[[ Records shown, beginning ]]
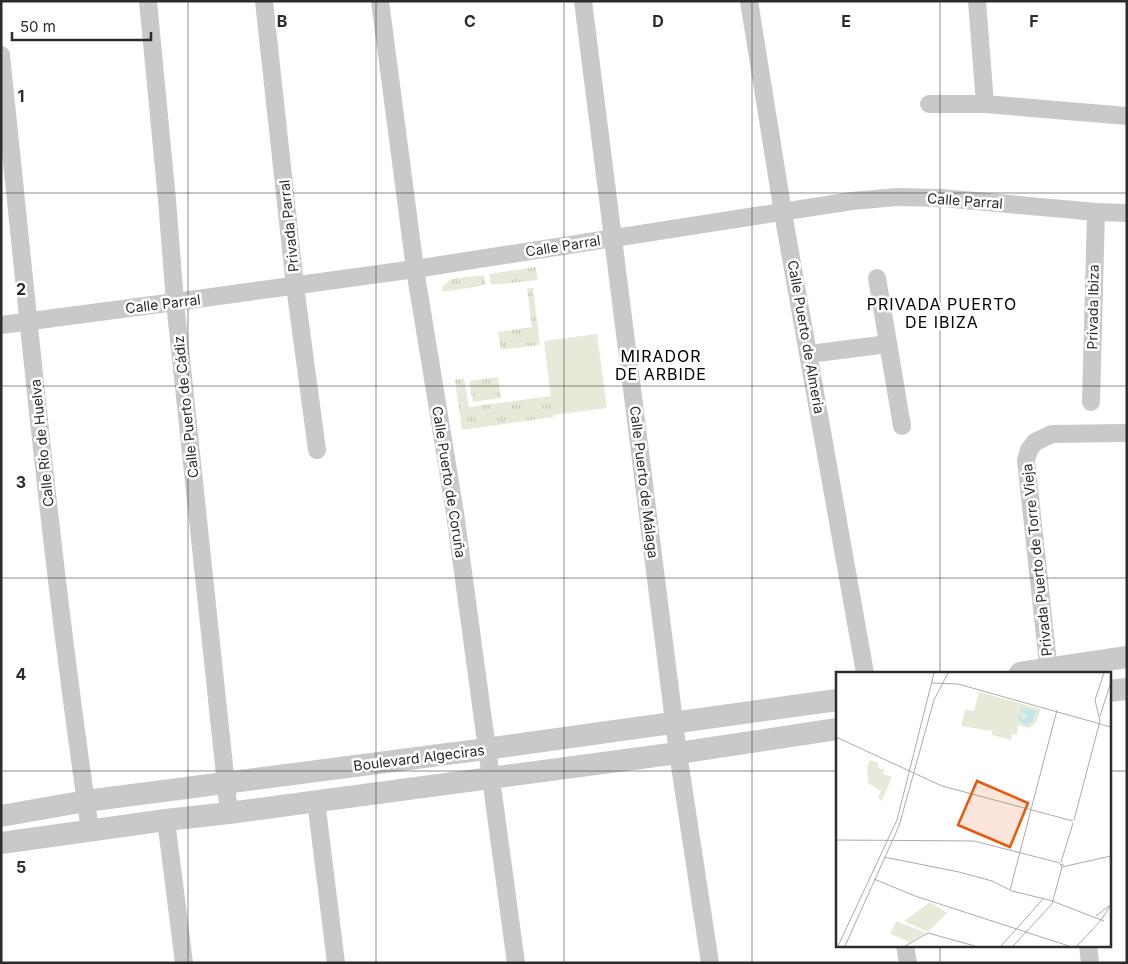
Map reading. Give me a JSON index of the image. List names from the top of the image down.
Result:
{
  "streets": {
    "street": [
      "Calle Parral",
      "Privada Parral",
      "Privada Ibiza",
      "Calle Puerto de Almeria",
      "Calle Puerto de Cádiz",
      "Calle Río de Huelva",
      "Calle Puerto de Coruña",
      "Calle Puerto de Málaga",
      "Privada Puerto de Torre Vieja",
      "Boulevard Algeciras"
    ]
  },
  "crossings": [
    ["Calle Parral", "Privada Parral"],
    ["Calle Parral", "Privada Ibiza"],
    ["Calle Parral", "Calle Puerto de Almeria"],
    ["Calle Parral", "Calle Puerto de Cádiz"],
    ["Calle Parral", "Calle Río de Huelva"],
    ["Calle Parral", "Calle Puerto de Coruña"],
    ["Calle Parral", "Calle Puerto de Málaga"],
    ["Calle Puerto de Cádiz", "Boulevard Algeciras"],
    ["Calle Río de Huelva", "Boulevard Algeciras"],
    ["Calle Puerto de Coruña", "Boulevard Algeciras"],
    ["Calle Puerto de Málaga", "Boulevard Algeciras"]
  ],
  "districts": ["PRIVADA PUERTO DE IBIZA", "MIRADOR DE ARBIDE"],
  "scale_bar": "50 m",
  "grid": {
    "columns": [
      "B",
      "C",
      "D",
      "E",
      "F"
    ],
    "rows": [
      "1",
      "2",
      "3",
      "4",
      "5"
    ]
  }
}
[[ Records shown, end ]]
> [What to do] The data above, line by line: transcribe it exactly and drop the pictures.

> [Answer section]
Map reading. Give me a JSON index of the image. List names from the top of the image down.
Result:
{
  "streets": {
    "street": [
      "Calle Parral",
      "Privada Parral",
      "Privada Ibiza",
      "Calle Puerto de Almeria",
      "Calle Puerto de Cádiz",
      "Calle Río de Huelva",
      "Calle Puerto de Coruña",
      "Calle Puerto de Málaga",
      "Privada Puerto de Torre Vieja",
      "Boulevard Algeciras"
    ]
  },
  "crossings": [
    ["Calle Parral", "Privada Parral"],
    ["Calle Parral", "Privada Ibiza"],
    ["Calle Parral", "Calle Puerto de Almeria"],
    ["Calle Parral", "Calle Puerto de Cádiz"],
    ["Calle Parral", "Calle Río de Huelva"],
    ["Calle Parral", "Calle Puerto de Coruña"],
    ["Calle Parral", "Calle Puerto de Málaga"],
    ["Calle Puerto de Cádiz", "Boulevard Algeciras"],
    ["Calle Río de Huelva", "Boulevard Algeciras"],
    ["Calle Puerto de Coruña", "Boulevard Algeciras"],
    ["Calle Puerto de Málaga", "Boulevard Algeciras"]
  ],
  "districts": ["PRIVADA PUERTO DE IBIZA", "MIRADOR DE ARBIDE"],
  "scale_bar": "50 m",
  "grid": {
    "columns": [
      "B",
      "C",
      "D",
      "E",
      "F"
    ],
    "rows": [
      "1",
      "2",
      "3",
      "4",
      "5"
    ]
  }
}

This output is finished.